The apex body, which represents 180 co-operative and community led housing organisations in the UK, examined the recent green paper on social housing regulation, and the government consultation on rents in the social housing sector.
CCH says it agrees with the green paper’s objective to rebalance the relationship between tenants and landlords in the social housing sector, which, it argues, “is needed”.
The CCH was involved in producing the response of A Voice for Tenants Steering Group, which calls for establishment of a national body for tenants. The group received input from 832 social housing tenants, of whom 93% said there was a need for such a body.
The CCH also supports the suggestion that all registered provider landlords should have their implementation of the Involvement and Empowerment Standard assessed and that this should impact on their governance rating. However, it adds that that all social housing tenants should have effective regulatory protection, regardless of the size and type of landlord.
The apex body would also like to see a community-led housing regulator set up to help support the sector to cover co-ops, tenant management organisations and other community-led housing organisations. The CCH is proposing that consideration of community-led housing options be included in the Involvement and Empowerment Standard. It supports the idea of developing a new form of tenant management, which would place fewer burdens on tenants and volunteers whilst delivering similar outcomes.

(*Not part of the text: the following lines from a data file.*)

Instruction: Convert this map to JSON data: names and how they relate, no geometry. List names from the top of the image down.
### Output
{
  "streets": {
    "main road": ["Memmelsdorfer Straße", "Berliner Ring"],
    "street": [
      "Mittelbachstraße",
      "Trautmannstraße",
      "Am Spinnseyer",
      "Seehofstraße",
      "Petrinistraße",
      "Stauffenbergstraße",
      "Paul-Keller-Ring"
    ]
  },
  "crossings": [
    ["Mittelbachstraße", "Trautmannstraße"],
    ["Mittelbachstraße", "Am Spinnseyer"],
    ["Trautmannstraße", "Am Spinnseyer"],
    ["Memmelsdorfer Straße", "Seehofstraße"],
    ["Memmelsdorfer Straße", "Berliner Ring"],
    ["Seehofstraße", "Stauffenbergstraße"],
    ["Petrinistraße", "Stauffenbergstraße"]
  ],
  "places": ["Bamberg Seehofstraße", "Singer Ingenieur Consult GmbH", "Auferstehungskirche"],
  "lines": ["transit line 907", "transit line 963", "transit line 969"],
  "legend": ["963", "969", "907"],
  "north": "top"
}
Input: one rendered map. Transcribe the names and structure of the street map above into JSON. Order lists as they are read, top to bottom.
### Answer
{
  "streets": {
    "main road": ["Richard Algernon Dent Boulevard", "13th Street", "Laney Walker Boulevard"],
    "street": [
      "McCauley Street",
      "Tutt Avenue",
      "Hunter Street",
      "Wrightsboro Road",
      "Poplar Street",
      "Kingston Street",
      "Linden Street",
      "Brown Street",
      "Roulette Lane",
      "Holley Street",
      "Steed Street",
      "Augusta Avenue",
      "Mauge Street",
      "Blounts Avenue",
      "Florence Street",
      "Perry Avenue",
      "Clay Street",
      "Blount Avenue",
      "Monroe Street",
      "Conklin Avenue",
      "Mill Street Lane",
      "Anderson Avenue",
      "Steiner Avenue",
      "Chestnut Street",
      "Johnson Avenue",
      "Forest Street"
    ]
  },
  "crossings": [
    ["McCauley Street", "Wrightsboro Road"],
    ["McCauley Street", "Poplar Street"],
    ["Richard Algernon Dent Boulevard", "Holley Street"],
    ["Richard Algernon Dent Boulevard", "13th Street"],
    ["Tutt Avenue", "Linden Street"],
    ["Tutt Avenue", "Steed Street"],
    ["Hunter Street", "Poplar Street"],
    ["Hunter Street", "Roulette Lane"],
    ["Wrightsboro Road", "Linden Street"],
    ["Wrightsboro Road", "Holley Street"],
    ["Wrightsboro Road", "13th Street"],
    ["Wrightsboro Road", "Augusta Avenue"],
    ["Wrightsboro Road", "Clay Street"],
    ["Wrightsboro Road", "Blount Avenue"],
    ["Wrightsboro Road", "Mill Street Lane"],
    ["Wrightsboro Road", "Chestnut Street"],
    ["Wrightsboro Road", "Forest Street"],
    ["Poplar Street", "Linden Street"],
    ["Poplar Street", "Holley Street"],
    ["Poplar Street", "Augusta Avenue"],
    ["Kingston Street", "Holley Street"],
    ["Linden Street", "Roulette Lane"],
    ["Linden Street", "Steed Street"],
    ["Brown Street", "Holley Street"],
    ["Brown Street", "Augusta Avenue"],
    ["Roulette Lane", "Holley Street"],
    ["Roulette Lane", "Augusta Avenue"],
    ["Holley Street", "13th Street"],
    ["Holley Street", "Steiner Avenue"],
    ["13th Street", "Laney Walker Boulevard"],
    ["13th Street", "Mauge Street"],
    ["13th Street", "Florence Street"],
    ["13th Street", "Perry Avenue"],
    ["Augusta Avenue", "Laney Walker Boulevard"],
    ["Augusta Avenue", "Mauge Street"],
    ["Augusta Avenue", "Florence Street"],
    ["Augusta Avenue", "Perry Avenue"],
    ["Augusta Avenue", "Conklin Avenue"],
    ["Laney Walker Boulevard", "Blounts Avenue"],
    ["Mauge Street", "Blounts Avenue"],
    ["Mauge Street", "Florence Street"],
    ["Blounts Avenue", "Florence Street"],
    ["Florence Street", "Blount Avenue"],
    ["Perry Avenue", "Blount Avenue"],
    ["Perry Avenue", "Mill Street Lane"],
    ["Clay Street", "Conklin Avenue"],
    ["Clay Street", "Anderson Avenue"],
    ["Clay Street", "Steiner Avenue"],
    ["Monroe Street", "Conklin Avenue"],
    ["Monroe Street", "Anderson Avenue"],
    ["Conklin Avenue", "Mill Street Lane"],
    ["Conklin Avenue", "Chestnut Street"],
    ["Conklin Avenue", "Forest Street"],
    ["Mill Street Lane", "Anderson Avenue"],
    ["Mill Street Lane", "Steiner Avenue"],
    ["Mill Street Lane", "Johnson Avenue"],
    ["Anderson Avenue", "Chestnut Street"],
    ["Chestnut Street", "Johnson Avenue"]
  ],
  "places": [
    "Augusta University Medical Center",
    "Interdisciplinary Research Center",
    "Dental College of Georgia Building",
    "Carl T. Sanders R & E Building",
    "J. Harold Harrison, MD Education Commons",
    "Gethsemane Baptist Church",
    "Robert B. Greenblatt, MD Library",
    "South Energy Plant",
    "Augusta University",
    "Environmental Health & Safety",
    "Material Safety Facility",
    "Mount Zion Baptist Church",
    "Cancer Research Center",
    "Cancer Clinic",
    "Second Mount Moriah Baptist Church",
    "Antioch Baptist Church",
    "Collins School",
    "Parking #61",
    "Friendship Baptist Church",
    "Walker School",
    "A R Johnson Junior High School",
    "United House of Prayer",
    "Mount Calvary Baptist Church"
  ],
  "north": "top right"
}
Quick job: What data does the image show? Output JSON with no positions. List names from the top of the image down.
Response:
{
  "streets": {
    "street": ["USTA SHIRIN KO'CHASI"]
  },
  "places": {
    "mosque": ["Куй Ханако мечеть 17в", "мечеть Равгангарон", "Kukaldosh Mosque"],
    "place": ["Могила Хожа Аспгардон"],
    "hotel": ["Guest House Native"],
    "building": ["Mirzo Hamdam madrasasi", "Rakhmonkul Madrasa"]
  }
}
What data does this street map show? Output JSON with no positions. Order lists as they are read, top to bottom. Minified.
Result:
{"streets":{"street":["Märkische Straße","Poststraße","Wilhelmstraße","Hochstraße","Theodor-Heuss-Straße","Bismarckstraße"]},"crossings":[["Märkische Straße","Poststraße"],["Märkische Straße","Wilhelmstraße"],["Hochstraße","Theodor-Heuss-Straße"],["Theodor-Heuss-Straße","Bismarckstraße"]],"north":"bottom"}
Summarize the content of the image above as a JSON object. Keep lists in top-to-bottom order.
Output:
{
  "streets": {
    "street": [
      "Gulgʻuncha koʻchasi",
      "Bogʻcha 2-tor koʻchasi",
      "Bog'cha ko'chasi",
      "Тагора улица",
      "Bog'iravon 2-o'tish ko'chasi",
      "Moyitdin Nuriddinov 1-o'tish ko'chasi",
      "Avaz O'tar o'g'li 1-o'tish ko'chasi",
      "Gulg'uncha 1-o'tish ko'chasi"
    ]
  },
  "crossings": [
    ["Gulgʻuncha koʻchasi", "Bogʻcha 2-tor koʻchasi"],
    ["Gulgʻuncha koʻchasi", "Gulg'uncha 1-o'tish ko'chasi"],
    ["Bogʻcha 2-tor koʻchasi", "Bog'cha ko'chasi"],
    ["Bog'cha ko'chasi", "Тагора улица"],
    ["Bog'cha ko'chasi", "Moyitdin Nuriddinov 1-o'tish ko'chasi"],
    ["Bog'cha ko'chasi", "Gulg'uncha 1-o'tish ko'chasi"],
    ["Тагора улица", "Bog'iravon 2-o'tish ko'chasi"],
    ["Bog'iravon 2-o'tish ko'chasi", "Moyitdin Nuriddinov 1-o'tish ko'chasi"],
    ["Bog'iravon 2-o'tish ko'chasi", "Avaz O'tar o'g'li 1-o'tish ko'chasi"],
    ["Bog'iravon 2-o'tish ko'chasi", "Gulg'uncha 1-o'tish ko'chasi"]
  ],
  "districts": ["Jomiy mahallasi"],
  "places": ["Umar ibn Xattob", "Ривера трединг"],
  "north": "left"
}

To tackle the stigma issue around social housing, the CCH is suggesting organising a sector wide debate on the future of allocations in social housing. Furthermore, the body proposes the development of a Co-operative Foundation – based on the Community Land Trust BC in Canada – where a large-scale co-operative organisation is established to develop new co-operative mixed income housing co-operatives.
The CCH recommends developing mutual housing associations. It also argues that registered provider landlords should be required to consult their tenants regarding rent increases. This would imply that rents can be raised to Consumer Price Index plus 1% is a ceiling and not a requirement and that registered provider landlords should be required to consult their tenants regarding rent increases.